* Your task *
What lines below contain the word "grid"? Please pull each one out.

Collected data entries
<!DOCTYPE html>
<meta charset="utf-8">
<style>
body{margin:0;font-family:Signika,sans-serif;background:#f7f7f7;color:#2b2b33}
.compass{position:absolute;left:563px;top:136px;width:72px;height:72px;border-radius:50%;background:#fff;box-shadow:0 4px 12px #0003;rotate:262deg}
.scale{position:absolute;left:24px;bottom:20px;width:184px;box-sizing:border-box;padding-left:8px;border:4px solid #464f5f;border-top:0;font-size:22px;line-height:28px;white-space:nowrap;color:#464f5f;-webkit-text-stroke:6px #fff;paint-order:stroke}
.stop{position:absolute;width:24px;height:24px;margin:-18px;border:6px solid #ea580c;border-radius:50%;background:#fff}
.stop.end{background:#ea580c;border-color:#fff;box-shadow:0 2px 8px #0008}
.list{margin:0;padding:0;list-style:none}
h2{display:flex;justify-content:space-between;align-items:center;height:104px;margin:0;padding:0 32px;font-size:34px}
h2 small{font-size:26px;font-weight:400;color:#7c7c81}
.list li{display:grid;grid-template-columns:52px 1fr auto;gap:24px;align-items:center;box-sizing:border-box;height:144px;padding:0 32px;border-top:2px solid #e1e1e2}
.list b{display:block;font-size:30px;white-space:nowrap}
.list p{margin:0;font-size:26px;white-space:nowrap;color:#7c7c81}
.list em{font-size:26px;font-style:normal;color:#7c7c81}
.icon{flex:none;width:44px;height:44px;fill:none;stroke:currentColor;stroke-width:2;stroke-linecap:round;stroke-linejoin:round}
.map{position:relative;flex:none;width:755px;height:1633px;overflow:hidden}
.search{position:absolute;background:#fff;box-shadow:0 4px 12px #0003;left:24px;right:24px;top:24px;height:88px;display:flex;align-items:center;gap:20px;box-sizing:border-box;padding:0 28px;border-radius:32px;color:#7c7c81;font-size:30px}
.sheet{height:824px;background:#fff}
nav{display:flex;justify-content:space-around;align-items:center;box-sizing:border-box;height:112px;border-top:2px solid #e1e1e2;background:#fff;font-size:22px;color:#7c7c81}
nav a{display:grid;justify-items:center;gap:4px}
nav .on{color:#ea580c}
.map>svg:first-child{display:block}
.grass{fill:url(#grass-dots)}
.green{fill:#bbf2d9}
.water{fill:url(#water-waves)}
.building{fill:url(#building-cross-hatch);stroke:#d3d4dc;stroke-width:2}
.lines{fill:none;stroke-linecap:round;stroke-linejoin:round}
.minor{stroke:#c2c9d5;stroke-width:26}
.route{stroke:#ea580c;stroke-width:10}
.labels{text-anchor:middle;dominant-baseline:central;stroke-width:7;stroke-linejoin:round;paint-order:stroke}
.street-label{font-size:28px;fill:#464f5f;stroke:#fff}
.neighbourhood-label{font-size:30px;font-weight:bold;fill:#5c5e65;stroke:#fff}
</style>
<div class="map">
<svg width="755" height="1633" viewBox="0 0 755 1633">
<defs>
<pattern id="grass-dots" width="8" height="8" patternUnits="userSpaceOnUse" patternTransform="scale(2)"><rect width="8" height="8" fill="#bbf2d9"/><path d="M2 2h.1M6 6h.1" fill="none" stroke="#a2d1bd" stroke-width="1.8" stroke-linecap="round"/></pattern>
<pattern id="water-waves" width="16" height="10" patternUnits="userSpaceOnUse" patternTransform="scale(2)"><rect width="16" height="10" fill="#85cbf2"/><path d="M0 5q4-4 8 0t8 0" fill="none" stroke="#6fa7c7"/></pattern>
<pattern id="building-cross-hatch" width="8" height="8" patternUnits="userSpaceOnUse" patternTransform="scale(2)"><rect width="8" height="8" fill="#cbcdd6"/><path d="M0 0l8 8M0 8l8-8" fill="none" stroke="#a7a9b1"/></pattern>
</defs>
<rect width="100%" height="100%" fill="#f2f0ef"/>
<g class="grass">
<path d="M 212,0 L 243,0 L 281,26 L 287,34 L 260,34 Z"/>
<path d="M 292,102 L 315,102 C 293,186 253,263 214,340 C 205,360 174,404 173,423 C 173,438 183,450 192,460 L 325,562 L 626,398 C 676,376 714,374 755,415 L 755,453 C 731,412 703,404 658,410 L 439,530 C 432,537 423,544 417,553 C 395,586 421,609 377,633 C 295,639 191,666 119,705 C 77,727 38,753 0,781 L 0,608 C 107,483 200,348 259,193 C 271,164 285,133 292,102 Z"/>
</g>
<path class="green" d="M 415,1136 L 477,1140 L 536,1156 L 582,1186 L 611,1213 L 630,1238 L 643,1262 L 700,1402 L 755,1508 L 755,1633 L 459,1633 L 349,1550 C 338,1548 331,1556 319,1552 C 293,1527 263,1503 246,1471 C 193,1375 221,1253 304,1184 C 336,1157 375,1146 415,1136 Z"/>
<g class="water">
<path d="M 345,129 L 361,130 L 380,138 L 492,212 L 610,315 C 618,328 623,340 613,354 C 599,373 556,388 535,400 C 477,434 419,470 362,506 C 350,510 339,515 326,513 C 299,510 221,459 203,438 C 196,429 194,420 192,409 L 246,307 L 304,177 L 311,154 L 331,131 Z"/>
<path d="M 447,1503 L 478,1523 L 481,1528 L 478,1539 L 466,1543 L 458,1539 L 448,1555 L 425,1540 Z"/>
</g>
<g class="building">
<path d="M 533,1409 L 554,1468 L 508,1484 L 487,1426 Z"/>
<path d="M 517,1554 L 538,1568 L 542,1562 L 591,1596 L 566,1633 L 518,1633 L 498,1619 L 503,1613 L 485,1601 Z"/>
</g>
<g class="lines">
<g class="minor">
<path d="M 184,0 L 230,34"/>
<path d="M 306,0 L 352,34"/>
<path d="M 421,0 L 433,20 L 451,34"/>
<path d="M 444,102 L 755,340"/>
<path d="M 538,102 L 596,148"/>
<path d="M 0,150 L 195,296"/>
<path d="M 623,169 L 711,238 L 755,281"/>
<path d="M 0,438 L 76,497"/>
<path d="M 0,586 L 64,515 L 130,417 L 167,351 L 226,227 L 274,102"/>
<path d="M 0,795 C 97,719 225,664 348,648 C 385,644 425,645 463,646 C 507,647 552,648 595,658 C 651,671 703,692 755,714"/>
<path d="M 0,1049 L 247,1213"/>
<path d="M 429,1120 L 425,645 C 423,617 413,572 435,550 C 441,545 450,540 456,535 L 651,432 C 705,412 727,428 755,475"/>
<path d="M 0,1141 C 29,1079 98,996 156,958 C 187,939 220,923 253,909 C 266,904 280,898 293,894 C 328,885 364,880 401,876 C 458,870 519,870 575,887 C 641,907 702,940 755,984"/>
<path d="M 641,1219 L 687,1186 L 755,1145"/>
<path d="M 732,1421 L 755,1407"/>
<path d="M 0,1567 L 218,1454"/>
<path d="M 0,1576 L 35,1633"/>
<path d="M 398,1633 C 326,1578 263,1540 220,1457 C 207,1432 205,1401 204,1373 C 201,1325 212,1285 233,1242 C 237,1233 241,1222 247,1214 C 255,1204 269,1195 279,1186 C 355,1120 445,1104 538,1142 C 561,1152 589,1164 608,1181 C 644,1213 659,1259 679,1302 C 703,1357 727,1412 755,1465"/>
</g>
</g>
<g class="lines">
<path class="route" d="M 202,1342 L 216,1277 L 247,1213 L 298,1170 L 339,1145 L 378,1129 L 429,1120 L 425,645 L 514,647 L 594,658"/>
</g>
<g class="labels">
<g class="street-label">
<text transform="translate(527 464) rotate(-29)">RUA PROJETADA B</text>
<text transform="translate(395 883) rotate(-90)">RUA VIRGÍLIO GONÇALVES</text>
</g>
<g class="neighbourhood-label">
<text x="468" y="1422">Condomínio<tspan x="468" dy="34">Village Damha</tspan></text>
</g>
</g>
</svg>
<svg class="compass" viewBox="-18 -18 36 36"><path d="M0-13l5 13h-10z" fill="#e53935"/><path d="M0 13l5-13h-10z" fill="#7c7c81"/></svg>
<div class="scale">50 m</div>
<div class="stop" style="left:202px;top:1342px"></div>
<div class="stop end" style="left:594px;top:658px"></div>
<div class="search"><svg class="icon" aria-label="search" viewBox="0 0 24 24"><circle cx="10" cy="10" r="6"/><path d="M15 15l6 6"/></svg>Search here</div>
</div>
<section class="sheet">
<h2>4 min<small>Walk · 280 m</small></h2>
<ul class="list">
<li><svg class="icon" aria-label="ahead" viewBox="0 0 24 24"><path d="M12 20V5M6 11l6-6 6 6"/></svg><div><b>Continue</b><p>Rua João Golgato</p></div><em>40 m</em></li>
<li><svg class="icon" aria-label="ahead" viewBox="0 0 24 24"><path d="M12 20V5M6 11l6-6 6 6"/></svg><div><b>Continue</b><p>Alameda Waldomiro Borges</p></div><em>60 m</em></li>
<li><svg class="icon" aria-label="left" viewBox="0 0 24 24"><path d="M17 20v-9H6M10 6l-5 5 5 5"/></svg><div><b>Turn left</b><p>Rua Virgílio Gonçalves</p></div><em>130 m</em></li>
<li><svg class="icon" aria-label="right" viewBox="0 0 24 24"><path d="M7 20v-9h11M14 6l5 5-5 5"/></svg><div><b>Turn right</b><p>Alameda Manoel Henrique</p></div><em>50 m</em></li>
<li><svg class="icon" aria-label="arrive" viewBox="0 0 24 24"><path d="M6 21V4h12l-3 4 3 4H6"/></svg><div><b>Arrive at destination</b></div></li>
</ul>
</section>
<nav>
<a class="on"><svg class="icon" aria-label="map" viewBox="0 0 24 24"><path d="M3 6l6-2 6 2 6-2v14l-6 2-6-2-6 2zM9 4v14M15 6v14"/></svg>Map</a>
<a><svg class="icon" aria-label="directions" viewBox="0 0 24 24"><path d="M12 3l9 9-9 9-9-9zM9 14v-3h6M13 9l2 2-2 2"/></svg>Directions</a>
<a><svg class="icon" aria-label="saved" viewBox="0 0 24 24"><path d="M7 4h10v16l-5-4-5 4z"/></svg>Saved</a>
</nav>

* Task answer *
.list li{display:grid;grid-template-columns:52px 1fr auto;gap:24px;align-items:center;box-sizing:border-box;height:144px;padding:0 32px;border-top:2px solid #e1e1e2}
nav a{display:grid;justify-items:center;gap:4px}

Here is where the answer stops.